===== Task data =====
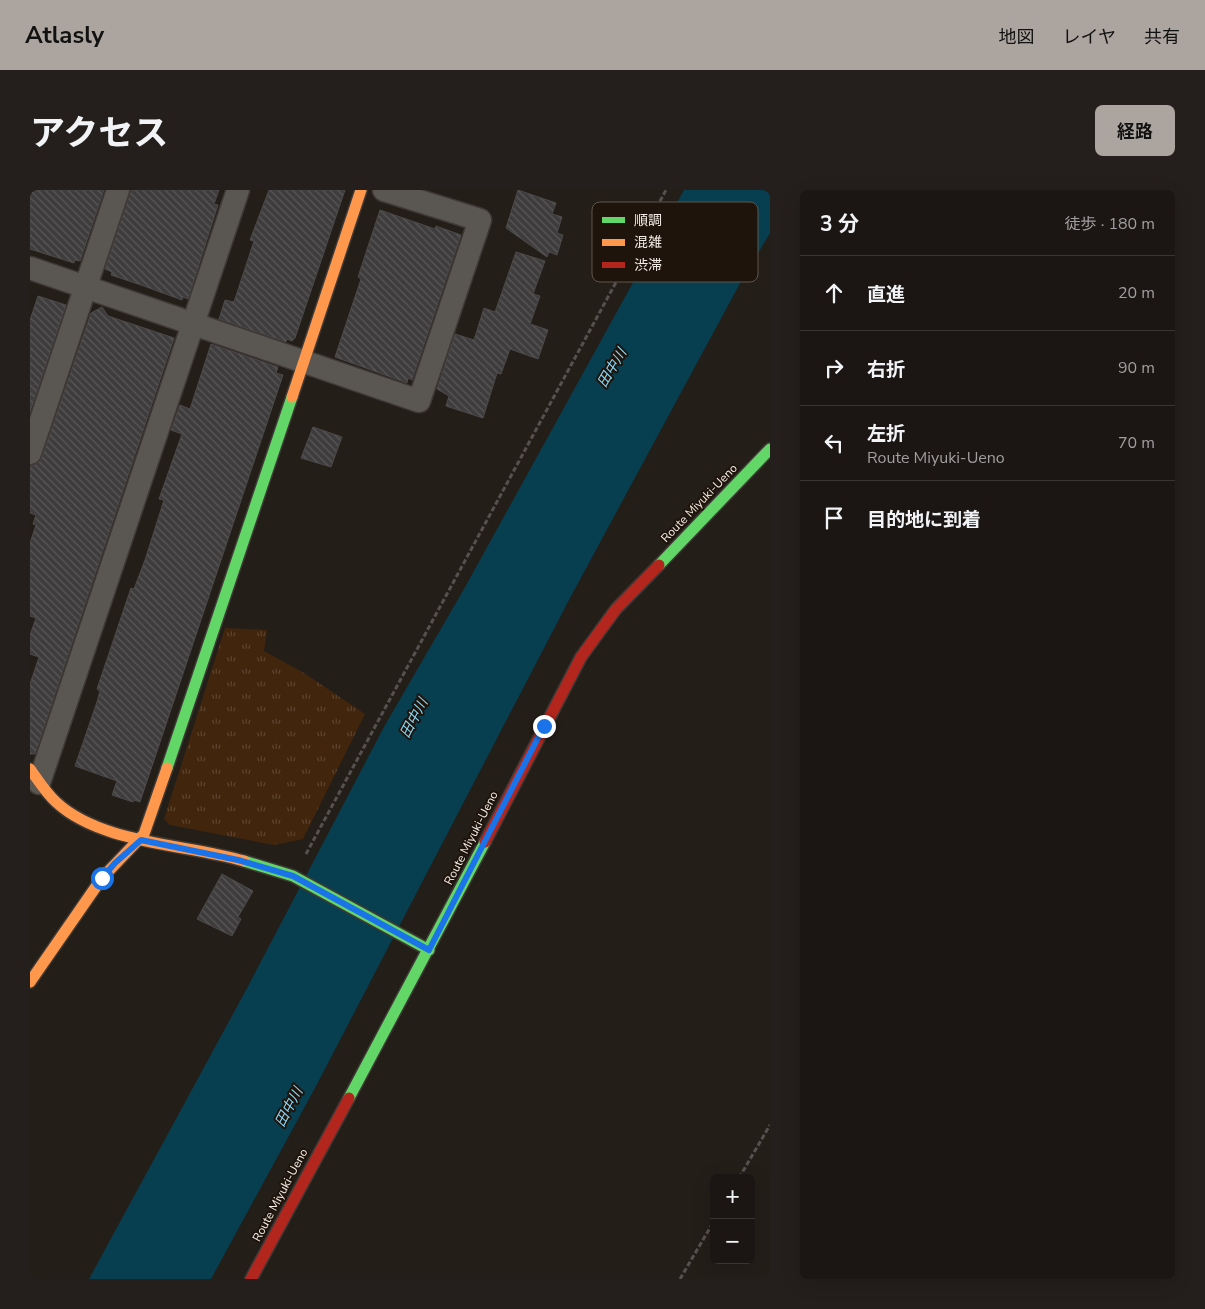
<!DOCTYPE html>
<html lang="ja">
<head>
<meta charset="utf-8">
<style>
  :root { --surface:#1b1613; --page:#241f1c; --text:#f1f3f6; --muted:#a09fa0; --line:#393533; --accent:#aca59f }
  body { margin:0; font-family:"Nunito Sans","Noto Sans JP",sans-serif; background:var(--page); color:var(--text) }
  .controls { position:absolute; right:15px; bottom:15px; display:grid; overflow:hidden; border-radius:8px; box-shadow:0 5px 20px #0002 }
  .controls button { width:45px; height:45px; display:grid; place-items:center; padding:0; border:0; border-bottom:1px solid var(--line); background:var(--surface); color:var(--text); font:25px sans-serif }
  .stop { position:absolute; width:15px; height:15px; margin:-11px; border:4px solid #1a73e8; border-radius:50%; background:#fff }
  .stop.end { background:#1a73e8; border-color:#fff; box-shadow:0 1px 5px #0008 }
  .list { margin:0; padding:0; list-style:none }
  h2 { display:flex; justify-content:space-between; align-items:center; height:65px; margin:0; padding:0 20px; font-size:21px }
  h2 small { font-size:16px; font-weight:400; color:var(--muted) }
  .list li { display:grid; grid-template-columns:32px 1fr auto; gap:15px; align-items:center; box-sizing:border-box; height:75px; padding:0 20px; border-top:1px solid var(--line) }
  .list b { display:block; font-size:19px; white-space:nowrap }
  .list p { margin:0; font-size:16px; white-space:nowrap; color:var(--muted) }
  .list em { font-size:16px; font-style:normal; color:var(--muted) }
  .icon { flex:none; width:28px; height:28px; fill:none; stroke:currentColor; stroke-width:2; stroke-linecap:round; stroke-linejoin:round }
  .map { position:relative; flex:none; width:740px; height:1089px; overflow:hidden; border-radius:8px }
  header { display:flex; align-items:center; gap:30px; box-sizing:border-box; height:70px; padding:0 25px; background:var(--accent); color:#111 }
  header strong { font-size:24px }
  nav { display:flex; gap:28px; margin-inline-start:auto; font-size:18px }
  .intro { display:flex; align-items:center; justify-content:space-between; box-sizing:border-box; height:120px; padding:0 30px }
  h1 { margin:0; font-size:35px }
  .button { padding:12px 22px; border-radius:8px; background:var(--accent); color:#111; font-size:18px; font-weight:700 }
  main { display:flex; gap:30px; padding:0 30px }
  aside { flex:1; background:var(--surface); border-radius:8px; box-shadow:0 5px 20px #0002 }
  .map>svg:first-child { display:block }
  .park { fill:url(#park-tufts) }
  .water { fill:#073e50 }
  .building { fill:url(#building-back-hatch); stroke:#4c494a }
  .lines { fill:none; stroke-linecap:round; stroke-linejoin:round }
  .street-casing { stroke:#3f3936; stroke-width:25 }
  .fast-casing { stroke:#3f3936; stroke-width:14 }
  .slow-casing { stroke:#3f3936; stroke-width:14 }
  .jam-casing { stroke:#3f3936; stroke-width:14 }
  .path { stroke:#56514e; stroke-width:3; stroke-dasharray:5 2.5; stroke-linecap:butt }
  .street { stroke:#5a5651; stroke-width:22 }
  .fast { stroke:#63d668; stroke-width:11 }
  .slow { stroke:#ff974d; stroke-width:11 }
  .jam { stroke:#b3261e; stroke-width:11 }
  .route { stroke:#1a73e8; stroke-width:6 }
  .labels { text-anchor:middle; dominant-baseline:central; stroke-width:4; stroke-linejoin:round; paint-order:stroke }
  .street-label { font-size:12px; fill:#f5ede7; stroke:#1f140b }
  .water-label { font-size:14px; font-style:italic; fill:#8ad8f9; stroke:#1f140b }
  .key { fill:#1f140b; stroke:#5f554d; stroke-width:1 }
  .key-label { font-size:14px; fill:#f5ede7 }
</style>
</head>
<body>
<header>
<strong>Atlasly</strong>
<nav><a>地図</a><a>レイヤ</a><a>共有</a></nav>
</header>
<div class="intro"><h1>アクセス</h1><a class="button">経路</a></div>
<main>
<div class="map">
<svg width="740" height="1089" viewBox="0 0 740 1089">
  <defs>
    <pattern id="park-tufts" width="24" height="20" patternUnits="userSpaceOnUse" patternTransform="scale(1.25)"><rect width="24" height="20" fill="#41250c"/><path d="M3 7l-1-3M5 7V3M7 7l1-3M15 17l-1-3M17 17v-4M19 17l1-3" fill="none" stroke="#5d452f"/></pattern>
    <pattern id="building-back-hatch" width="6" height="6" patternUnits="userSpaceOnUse" patternTransform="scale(1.25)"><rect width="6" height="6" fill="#3e3c3c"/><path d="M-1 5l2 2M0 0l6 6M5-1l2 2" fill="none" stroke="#5a5858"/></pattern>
  </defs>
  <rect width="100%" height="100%" fill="#241e19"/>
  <!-- park -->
  <path class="park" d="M195,438L237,440L234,461L274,483L335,524L273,649L244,655L140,635L134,629Z"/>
  <!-- water -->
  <path class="water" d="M654,0H740V43L708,97L540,408L285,898L181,1089H59L216,800L355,535L434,399Z"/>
  <!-- building -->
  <g class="building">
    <path d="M0,0H74L50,71L45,70L44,73L0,59Z"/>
    <path d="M101,0H189L184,14L188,15L158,109L153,107L152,110L111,95L81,85L82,82L75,79Z"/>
    <path d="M239,0H315L265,148L262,151L257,149L256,152L189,129L195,110L204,112L224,51L220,50Z"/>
    <path d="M488,0L526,13L522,24L532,27L527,43L533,45L527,65L519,62L517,67L476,38Z"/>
    <path d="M350,20L405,39L406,36L431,45L382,190L378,188L377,193L305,167L331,89L328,87Z"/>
    <path d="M486,62L515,71L503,104L510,106L500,134L518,140L508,169L480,159L471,184L467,183L453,228L416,216L419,206L407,199L425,144L444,150L454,118L465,122Z"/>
    <path d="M8,106L36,115L0,222V130Z"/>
    <path d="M72,117L78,126L144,148L5,564H0V494L9,467L0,464V445L6,428L0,426V353L6,335L3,334L6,325L0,323V276L8,273L12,267L61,123Z"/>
    <path d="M181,154L248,177L246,183L253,185L110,612L104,610L103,612L82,605L87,591L45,576L67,512L70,501L67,499L101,398L104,399L115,370L134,310L129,309L152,244L141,240L150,215L160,219Z"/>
    <path d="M283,237L312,247L301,277L271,268Z"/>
    <path d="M192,684L223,701L208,727L211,729L202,746L167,729Z"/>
  </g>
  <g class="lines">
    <defs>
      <g id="street">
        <path d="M0,78L389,211L450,30L354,0"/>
        <path d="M0,263L88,0"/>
        <path d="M9,593L208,0"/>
      </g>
      <g id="fast">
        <path d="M629,375L740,259"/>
        <path d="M137,578L262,207"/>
        <path d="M214,671L263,686L399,760"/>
        <path d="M319,908L455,652"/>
      </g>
      <g id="slow">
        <path d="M262,207L331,0"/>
        <path d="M0,579C8,590 16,603 26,612C71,654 157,654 214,671"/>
        <path d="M0,792L72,688L114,644L137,578"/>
      </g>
      <g id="jam">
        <path d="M455,652L551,467L586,419L629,375"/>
        <path d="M221,1089L319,908"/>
      </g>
    </defs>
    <!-- street casing -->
    <use href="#street" class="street-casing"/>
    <!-- fast casing -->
    <use href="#fast" class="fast-casing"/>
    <!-- slow casing -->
    <use href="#slow" class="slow-casing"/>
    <!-- jam casing -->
    <use href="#jam" class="jam-casing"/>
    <!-- path -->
    <g class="path">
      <path d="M276,664L636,0"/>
      <path d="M709,988L740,935"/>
      <path d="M650,1089L684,1031"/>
    </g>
    <!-- street -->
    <use href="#street" class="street"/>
    <!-- fast -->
    <use href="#fast" class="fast"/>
    <!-- slow -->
    <use href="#slow" class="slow"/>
    <!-- jam -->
    <use href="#jam" class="jam"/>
  </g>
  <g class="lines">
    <!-- route -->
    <path class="route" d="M72,688L85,673L111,650L208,670L263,686L399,760L514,536"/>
  </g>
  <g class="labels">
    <!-- street labels -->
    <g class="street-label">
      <text transform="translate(669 313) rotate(-46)">Route Miyuki-Ueno</text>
      <text transform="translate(441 648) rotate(-63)">Route Miyuki-Ueno</text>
      <text transform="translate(250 1005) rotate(-62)">Route Miyuki-Ueno</text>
    </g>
    <!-- water labels -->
    <g class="water-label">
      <text transform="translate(582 178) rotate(-59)">田中川</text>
      <text transform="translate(384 528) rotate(-62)">田中川</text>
      <text transform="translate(259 917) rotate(-62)">田中川</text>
    </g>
  </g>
  <!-- legend -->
  <rect x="562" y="12" width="166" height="80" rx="8" class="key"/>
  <rect x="572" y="27" width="23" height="6" fill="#63d668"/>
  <rect x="572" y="49" width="23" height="7" fill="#ff974d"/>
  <rect x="572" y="72" width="23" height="6" fill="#b3261e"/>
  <g class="key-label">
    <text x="604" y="35">順調</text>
    <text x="604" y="57">混雑</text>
    <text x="604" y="80">渋滞</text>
  </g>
</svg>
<div class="controls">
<button>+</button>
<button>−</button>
</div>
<div class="stop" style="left:72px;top:688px"></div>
<div class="stop end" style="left:514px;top:536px"></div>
</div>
<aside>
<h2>3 分<small>徒歩 · 180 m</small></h2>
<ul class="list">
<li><svg class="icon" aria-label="ahead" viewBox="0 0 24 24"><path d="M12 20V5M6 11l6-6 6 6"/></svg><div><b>直進</b></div><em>20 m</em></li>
<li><svg class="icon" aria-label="right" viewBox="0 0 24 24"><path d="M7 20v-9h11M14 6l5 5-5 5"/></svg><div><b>右折</b></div><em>90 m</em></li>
<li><svg class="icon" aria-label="left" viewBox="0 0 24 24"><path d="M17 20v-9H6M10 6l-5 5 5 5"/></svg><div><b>左折</b><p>Route Miyuki-Ueno</p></div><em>70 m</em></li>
<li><svg class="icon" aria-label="arrive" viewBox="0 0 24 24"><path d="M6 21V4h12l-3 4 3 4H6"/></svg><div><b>目的地に到着</b></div></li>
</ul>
</aside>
</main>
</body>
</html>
=====
Task to carry out |
Work through the records line by line and tally those with the word "body". Report only the total.

Your response |
3